Я ненавижу это девчоночье – простите за такую оценку мизогинную – выражение «сделайте меня развидеть это», но я бы не хотел знать изнанку и подоплеку творческой жизни некоторых великих людей, изнанку их быта. Хотя мое уважение к Матвеевой от этого не поколебалось. Тем большие усилия требовались от нее, чтобы все это написать, сотворить. Автокомментарий там интереснее всего. А в общем дневники – это чтение, бесценное для историка, но мучительное для современника.

«Является ли нынешний век последним для человека разумного? В следующем веке будут жить люди, на нас непохожие». Если биологическая эволюция как-то скрестится с технологической, если появятся носимые какие-то устройства, позволяющие человеку быть почти киборгом, – да, изменится. Во всяком случае, значительная часть архаики подвинется, уступит свое место. Но я боюсь, не станет ли Россия такой Меккой для всех людей, ненавидящих новое.
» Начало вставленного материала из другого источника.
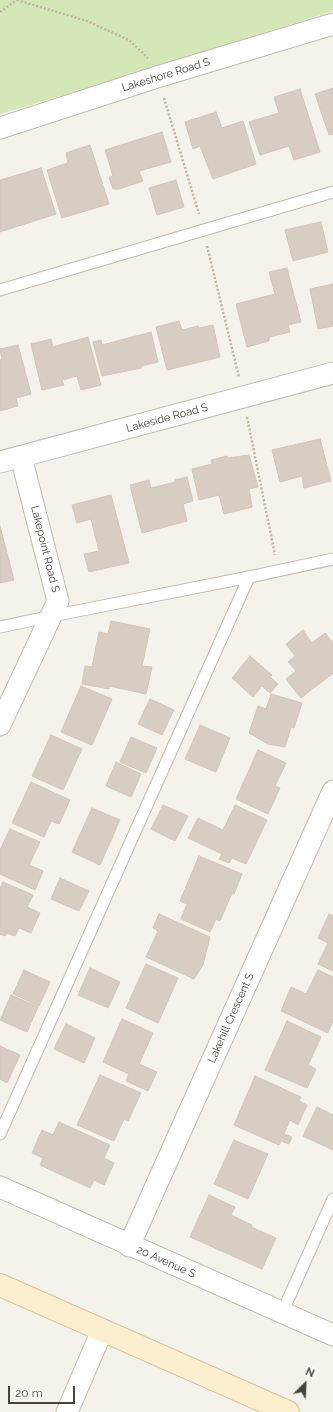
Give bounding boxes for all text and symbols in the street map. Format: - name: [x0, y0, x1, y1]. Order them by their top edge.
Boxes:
- street label: Lakeshore Road S: [120, 55, 212, 95]
- street label: Lakeside Road S: [125, 401, 209, 435]
- street label: Lakepoint Road S: [28, 504, 62, 594]
- street label: Lakehill Crescent S: [205, 971, 257, 1065]
- street label: 20 Avenue S: [134, 1243, 198, 1281]
- north arrow: [285, 1364, 325, 1404]
- text: N: [304, 1365, 317, 1380]
- scale bar: [10, 1378, 77, 1404]
- text: 20 m: [15, 1386, 43, 1400]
Когда-то мы с тем же Драгунским мечтали, что Россия станет Меккой художников или Меккой леваков, разные есть варианты. Но если она станет Меккой архаистов – это самое печальное развитие. Условно говоря, если сюда поедут просить гражданства Сигал и Депардье, и будут задавать здесь духовный крен. Если это будет родина стареющих звезд.
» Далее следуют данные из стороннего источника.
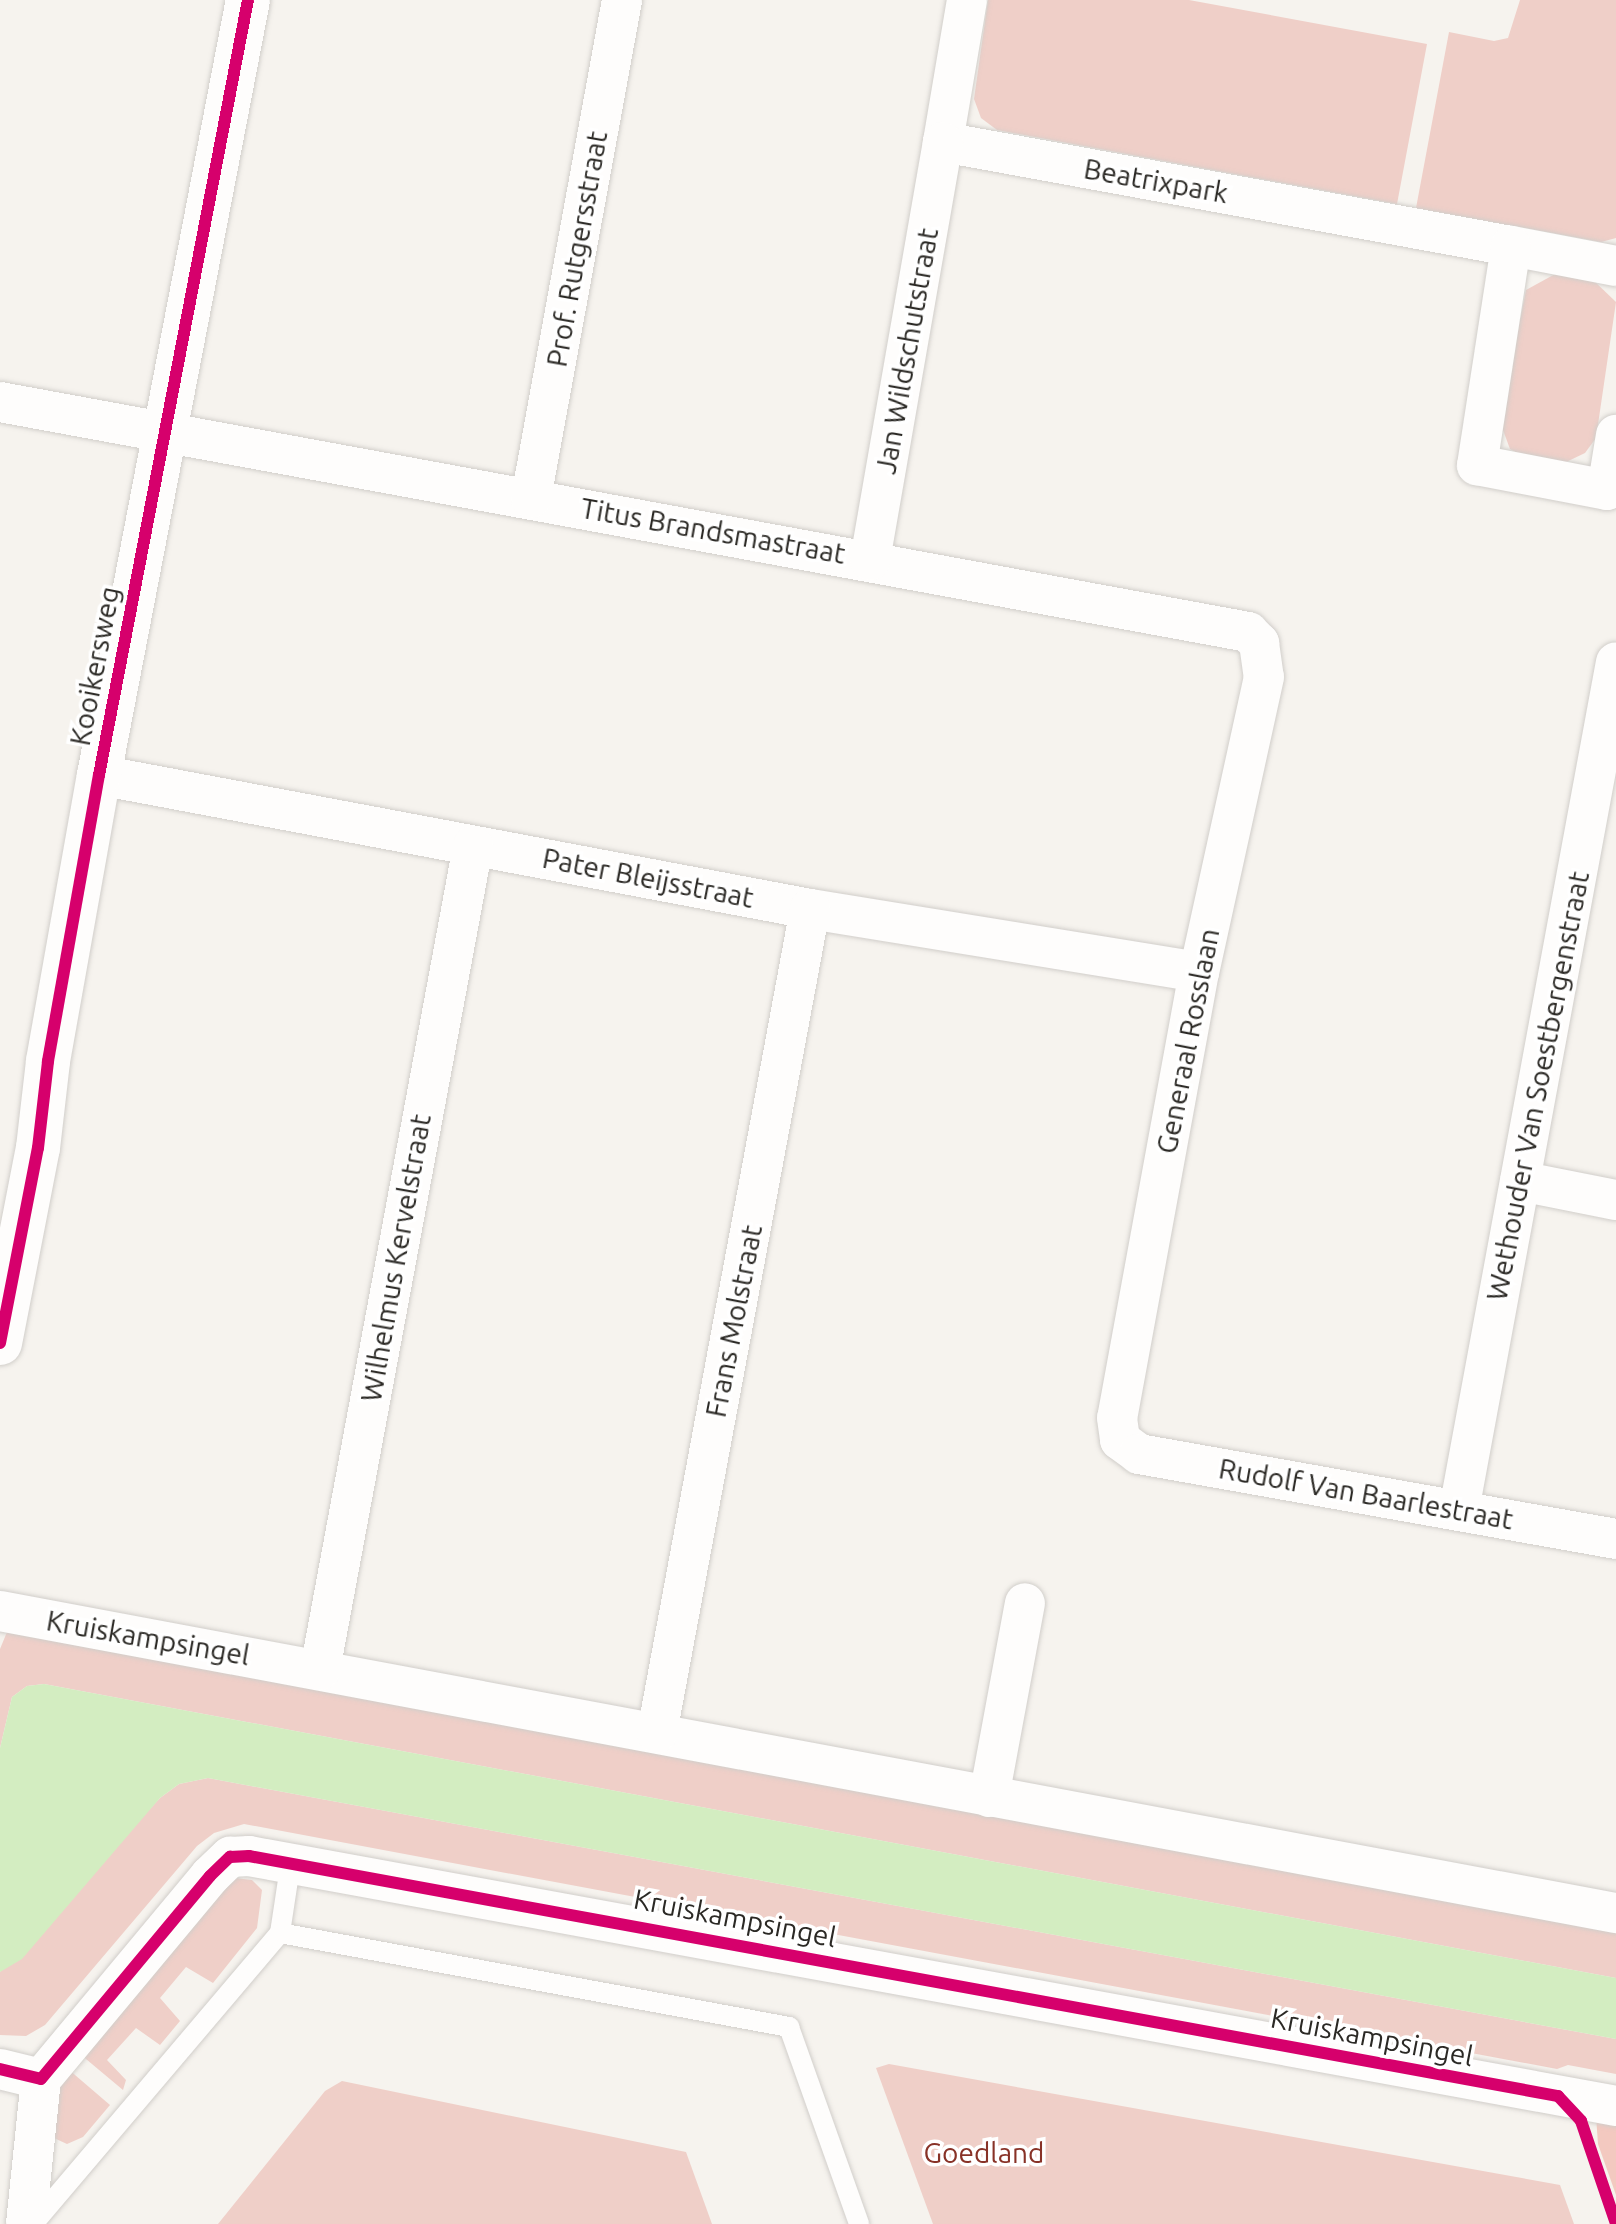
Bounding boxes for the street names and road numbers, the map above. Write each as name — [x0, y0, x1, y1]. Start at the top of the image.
street label: Prof. Rutgersstraat — [540, 129, 614, 369]
street label: Beatrixpark — [1081, 152, 1231, 210]
street label: Jan Wildschutstraat — [869, 225, 945, 477]
street label: Titus Brandsmastraat — [578, 491, 848, 571]
street label: Kooikersweg — [63, 584, 127, 748]
street label: Pater Bleijsstraat — [540, 841, 756, 915]
street label: Wethouder Van Soestbergenstraat — [1480, 869, 1596, 1303]
street label: Generaal Rosslaan — [1150, 925, 1226, 1157]
street label: Wilhelmus Kervelstraat — [354, 1112, 438, 1404]
street label: Frans Molstraat — [699, 1222, 769, 1420]
street label: Rudolf Van Baarlestraat — [1216, 1452, 1516, 1536]
street label: Kruiskampsingel — [44, 1604, 252, 1672]
street label: Kruiskampsingel — [631, 1882, 839, 1954]
street label: Kruiskampsingel — [1268, 2001, 1476, 2073]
Д.Быков: Любая победа в войне несет в себе не столько закрепощение, сколько либерализацию

«Почему Некрасов считается русским Бодлером?» Не Некрасов считается русским Бодлером, а я впервые написал о том (и это мнение далеко не стало общепринятым, многие бурно возражали), что Некрасов и Бодлер – не просто ровесники, но в некотором смысле двойники в освоении эстетики безобразного. Тогда же я написал о том, что, с моей точки зрения, Некрасову очень сильно мешал (и всем русским литераторам) социальный подтекст. Как сказано у Аронова: «Когда нас Сталин отвлекал от ужаса существования». Идея о том, что Некрасов мог бы достичь больших формальных высот или экзистенциальных глубин, если бы его не отвлекала постоянная борьба с цензурой, самодержавием, контрреформаторством и шпионажем, доносительством, – мне кажется, это довольно очевидно: русская поэзия и русская литература в целом была всегда социализирована именно потому, что условия ее существования были достаточно невыносимы. А так-то, конечно, у Некрасова есть масса тематических совпадений с Бодлером. Масса, кстати говоря, пролегомен к будущим открытиями европейской лирики, масса открытий, которые предвосхитили Верлена. Мне кажется, что Некрасов – один из проклятых поэтов своего рода, но ему все время мешало что-то. Мешала ему, понятное дело, необходимость реагировать на текущий момент, а текущий момент к чистому искусству не располагал.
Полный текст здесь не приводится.